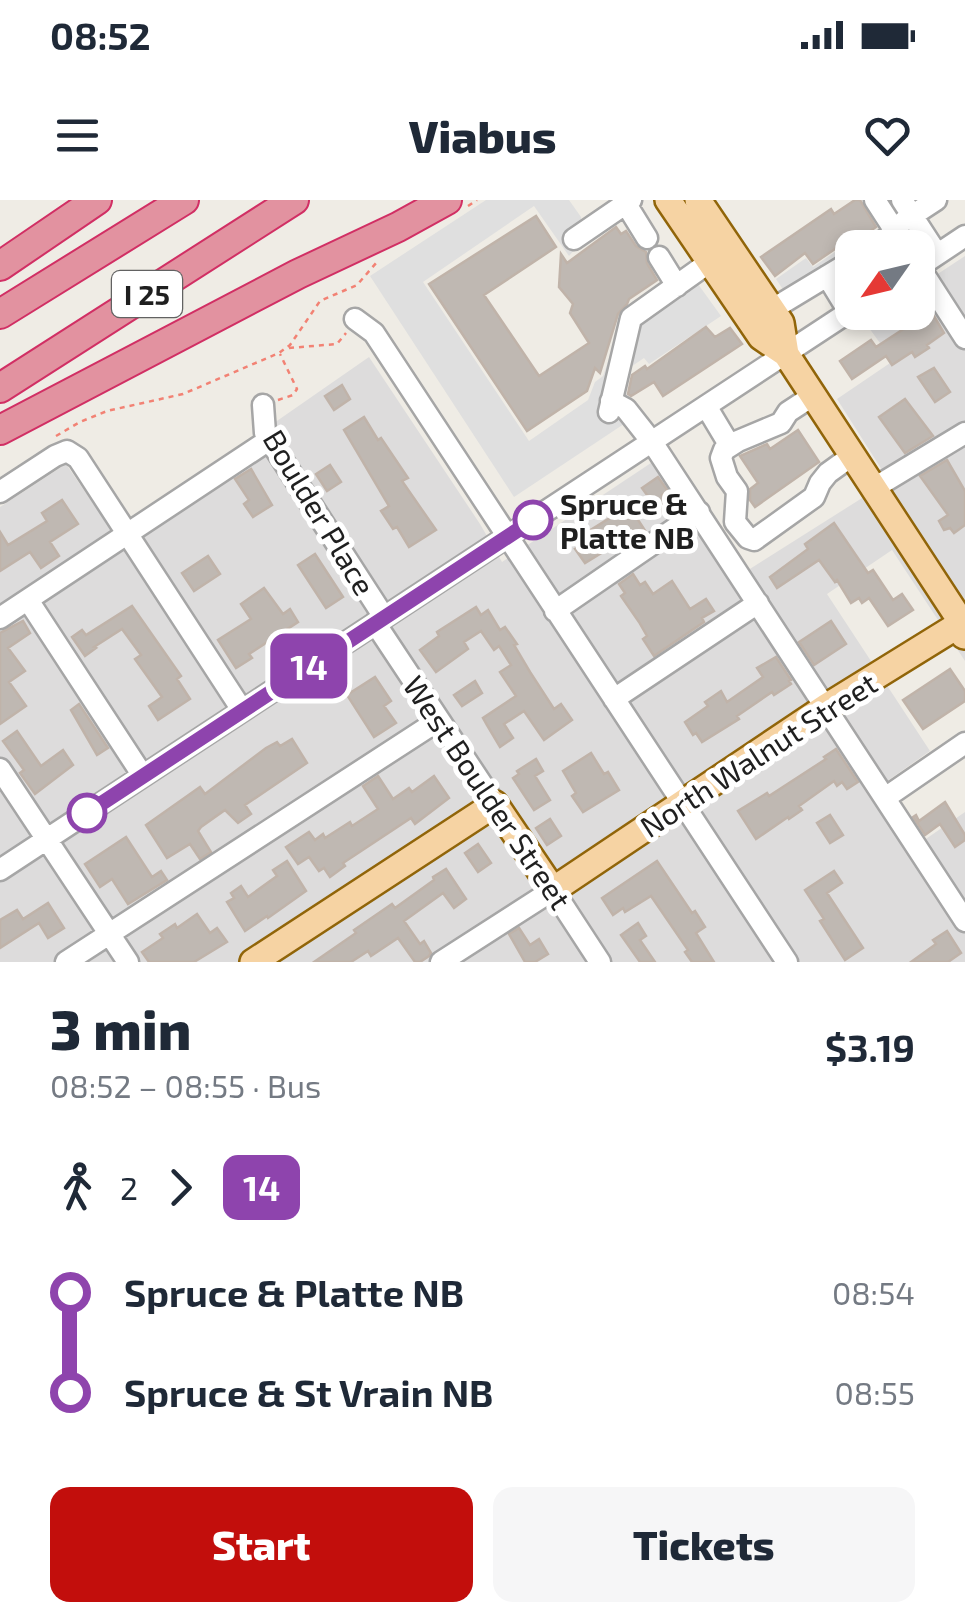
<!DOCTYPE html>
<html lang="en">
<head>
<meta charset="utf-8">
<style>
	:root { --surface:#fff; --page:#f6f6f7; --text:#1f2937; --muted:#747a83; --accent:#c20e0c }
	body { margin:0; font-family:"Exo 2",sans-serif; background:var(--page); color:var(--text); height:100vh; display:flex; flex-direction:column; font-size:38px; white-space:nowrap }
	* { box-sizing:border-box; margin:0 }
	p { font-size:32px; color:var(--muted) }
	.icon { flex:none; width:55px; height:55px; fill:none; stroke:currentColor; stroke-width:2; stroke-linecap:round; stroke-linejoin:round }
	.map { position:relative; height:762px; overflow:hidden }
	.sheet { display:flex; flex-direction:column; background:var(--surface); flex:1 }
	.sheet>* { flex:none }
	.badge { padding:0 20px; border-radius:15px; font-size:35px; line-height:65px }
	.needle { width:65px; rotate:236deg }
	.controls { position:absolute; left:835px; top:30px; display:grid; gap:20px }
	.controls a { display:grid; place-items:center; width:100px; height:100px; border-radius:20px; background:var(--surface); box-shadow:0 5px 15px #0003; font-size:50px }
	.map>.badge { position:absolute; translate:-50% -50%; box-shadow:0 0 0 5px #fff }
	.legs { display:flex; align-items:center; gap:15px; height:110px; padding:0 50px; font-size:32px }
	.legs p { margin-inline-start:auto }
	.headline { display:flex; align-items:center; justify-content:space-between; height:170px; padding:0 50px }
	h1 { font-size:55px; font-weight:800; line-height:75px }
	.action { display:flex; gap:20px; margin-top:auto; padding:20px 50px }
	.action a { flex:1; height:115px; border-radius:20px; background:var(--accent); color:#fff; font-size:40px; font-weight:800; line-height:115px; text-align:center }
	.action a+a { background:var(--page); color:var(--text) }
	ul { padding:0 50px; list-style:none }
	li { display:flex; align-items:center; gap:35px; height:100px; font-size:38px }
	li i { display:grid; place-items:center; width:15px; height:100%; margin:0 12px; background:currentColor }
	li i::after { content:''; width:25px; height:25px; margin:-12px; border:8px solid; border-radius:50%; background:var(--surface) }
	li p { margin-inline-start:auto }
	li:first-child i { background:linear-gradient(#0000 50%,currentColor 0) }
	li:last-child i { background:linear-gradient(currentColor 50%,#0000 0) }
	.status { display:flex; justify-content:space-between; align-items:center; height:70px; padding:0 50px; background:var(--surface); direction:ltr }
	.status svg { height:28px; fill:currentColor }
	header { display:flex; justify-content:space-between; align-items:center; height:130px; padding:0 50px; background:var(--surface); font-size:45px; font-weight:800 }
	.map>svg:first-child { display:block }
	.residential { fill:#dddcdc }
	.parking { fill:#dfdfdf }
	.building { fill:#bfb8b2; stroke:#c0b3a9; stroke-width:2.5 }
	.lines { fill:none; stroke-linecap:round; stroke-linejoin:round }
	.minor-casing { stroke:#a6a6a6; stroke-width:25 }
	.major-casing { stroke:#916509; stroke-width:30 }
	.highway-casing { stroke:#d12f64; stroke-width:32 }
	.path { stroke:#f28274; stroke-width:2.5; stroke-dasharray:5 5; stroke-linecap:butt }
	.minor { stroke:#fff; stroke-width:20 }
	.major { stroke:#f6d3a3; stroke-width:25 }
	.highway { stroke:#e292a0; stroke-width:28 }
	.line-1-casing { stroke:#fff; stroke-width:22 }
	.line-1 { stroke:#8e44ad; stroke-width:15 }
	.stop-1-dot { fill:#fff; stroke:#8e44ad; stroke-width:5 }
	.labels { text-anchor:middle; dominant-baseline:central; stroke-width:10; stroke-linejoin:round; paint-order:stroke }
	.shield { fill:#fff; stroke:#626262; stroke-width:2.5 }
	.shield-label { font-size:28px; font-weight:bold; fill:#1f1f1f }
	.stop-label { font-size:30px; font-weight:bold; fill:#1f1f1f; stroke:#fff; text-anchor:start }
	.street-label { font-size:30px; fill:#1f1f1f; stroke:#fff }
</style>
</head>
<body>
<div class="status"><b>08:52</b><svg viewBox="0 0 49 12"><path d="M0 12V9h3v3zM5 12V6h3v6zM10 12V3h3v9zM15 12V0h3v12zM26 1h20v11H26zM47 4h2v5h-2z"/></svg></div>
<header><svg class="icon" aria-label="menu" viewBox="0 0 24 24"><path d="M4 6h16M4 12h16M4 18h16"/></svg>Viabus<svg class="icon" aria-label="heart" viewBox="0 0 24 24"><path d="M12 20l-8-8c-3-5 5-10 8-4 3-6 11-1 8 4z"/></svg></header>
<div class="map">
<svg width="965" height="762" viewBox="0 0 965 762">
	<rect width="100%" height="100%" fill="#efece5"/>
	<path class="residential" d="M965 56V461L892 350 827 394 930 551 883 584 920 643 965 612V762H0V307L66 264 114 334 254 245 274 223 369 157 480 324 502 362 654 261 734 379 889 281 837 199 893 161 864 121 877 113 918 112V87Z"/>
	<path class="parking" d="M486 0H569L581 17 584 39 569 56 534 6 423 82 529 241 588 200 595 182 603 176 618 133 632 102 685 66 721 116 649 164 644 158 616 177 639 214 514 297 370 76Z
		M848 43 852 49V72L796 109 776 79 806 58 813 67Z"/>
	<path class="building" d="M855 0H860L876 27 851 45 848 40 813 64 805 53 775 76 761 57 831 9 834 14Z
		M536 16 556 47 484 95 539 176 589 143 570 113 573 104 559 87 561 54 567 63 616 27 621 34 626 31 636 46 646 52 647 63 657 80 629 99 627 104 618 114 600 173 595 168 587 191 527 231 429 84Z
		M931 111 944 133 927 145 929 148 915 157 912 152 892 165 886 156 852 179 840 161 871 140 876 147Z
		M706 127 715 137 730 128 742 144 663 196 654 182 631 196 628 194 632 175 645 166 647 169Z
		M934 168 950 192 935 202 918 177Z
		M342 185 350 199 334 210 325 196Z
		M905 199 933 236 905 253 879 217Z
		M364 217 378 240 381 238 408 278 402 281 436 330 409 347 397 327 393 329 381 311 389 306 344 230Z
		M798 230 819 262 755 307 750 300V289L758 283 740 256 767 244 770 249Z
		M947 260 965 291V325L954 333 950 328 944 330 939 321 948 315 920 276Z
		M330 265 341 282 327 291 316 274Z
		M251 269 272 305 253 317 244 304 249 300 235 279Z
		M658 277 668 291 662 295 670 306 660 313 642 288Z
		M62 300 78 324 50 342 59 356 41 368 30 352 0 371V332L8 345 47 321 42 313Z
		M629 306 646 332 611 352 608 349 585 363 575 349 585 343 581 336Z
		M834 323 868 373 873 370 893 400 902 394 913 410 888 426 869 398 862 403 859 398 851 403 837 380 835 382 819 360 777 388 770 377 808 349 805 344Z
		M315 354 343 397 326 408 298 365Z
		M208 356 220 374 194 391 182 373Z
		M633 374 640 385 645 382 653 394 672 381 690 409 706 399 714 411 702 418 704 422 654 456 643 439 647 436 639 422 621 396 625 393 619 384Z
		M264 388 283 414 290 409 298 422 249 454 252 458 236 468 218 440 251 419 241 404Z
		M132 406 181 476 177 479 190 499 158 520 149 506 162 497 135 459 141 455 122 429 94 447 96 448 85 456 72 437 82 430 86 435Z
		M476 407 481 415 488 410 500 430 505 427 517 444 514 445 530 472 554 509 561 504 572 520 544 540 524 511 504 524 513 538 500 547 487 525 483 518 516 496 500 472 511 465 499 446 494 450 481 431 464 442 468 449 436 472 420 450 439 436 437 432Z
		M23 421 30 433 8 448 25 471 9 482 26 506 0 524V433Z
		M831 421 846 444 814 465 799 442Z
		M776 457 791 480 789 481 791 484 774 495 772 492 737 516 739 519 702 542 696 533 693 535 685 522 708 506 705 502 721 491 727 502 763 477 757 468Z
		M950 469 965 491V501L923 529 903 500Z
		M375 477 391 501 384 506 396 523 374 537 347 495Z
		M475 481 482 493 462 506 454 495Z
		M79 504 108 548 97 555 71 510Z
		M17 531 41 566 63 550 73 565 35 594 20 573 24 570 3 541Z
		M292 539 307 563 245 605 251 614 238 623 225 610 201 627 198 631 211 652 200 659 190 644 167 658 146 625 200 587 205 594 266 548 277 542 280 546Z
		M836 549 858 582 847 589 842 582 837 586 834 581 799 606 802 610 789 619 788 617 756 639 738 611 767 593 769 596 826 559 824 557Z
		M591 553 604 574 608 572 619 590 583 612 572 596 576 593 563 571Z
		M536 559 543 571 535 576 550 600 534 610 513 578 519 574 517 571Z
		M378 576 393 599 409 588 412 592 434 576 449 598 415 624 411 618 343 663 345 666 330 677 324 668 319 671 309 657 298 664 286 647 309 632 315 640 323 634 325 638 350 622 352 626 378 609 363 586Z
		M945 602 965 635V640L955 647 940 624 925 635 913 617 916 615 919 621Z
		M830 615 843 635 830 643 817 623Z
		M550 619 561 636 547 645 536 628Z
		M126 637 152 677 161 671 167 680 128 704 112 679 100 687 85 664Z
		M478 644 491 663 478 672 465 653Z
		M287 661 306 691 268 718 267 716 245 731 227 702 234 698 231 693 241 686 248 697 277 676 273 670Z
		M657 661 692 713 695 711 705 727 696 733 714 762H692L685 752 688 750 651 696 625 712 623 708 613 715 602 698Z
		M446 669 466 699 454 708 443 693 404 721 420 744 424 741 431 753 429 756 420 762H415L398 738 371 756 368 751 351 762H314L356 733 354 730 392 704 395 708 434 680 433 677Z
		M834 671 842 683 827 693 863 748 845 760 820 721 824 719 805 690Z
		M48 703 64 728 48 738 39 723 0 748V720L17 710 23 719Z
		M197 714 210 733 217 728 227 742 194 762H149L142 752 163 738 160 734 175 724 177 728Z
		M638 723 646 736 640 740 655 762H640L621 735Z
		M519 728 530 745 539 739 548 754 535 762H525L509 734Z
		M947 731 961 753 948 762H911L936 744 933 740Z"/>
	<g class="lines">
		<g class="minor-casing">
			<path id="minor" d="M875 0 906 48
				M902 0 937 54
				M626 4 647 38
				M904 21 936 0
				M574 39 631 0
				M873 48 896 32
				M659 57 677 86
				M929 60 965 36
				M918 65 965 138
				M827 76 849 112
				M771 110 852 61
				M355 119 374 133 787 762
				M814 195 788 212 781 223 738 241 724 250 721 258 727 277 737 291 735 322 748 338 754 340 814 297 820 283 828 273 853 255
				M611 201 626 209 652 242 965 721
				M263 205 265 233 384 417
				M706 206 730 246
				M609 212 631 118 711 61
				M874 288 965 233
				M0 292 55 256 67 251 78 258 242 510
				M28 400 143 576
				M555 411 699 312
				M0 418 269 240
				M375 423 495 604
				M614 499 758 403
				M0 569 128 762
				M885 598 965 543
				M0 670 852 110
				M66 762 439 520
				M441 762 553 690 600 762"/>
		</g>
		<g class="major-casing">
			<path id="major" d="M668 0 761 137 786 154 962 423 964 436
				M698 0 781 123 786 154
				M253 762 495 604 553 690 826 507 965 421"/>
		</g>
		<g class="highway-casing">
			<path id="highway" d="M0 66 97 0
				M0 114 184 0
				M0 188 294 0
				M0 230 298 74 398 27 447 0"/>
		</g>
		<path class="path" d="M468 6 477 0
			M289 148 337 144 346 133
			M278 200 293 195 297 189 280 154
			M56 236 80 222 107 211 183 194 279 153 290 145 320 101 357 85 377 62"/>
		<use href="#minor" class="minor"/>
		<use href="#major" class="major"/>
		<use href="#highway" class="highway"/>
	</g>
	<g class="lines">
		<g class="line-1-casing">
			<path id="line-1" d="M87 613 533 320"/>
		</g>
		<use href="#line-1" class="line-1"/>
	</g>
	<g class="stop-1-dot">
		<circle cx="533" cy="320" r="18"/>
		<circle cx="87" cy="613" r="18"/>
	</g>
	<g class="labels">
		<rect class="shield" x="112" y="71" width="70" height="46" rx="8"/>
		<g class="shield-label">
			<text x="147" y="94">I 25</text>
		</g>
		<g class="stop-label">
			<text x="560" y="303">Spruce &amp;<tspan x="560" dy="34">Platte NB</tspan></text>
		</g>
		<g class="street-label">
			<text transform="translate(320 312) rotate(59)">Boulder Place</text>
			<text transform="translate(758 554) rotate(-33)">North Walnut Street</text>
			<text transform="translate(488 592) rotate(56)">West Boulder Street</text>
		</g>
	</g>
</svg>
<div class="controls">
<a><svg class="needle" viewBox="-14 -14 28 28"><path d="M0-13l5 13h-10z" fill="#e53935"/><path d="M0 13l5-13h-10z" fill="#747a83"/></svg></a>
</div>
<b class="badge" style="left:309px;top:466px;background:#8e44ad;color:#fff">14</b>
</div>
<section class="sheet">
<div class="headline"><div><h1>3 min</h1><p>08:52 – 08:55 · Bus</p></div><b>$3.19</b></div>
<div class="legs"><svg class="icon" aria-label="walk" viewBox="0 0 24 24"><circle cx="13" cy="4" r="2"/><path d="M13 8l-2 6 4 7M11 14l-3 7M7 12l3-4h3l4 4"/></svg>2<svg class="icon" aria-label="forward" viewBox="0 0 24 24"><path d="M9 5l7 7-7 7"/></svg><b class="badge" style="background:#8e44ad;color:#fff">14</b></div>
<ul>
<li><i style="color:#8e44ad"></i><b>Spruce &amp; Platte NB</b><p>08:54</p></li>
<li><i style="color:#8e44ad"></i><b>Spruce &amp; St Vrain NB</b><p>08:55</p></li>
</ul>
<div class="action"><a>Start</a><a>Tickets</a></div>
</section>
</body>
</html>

■ YOUR TASK ■
Begin at the first line of the data above and repeat each line exactly, stopping after the line containing "content:''; width:25px; height:25px;". Omit the pictures.

■ SOLVED EXERCISE ■
<!DOCTYPE html>
<html lang="en">
<head>
<meta charset="utf-8">
<style>
	:root { --surface:#fff; --page:#f6f6f7; --text:#1f2937; --muted:#747a83; --accent:#c20e0c }
	body { margin:0; font-family:"Exo 2",sans-serif; background:var(--page); color:var(--text); height:100vh; display:flex; flex-direction:column; font-size:38px; white-space:nowrap }
	* { box-sizing:border-box; margin:0 }
	p { font-size:32px; color:var(--muted) }
	.icon { flex:none; width:55px; height:55px; fill:none; stroke:currentColor; stroke-width:2; stroke-linecap:round; stroke-linejoin:round }
	.map { position:relative; height:762px; overflow:hidden }
	.sheet { display:flex; flex-direction:column; background:var(--surface); flex:1 }
	.sheet>* { flex:none }
	.badge { padding:0 20px; border-radius:15px; font-size:35px; line-height:65px }
	.needle { width:65px; rotate:236deg }
	.controls { position:absolute; left:835px; top:30px; display:grid; gap:20px }
	.controls a { display:grid; place-items:center; width:100px; height:100px; border-radius:20px; background:var(--surface); box-shadow:0 5px 15px #0003; font-size:50px }
	.map>.badge { position:absolute; translate:-50% -50%; box-shadow:0 0 0 5px #fff }
	.legs { display:flex; align-items:center; gap:15px; height:110px; padding:0 50px; font-size:32px }
	.legs p { margin-inline-start:auto }
	.headline { display:flex; align-items:center; justify-content:space-between; height:170px; padding:0 50px }
	h1 { font-size:55px; font-weight:800; line-height:75px }
	.action { display:flex; gap:20px; margin-top:auto; padding:20px 50px }
	.action a { flex:1; height:115px; border-radius:20px; background:var(--accent); color:#fff; font-size:40px; font-weight:800; line-height:115px; text-align:center }
	.action a+a { background:var(--page); color:var(--text) }
	ul { padding:0 50px; list-style:none }
	li { display:flex; align-items:center; gap:35px; height:100px; font-size:38px }
	li i { display:grid; place-items:center; width:15px; height:100%; margin:0 12px; background:currentColor }
	li i::after { content:''; width:25px; height:25px; margin:-12px; border:8px solid; border-radius:50%; background:var(--surface) }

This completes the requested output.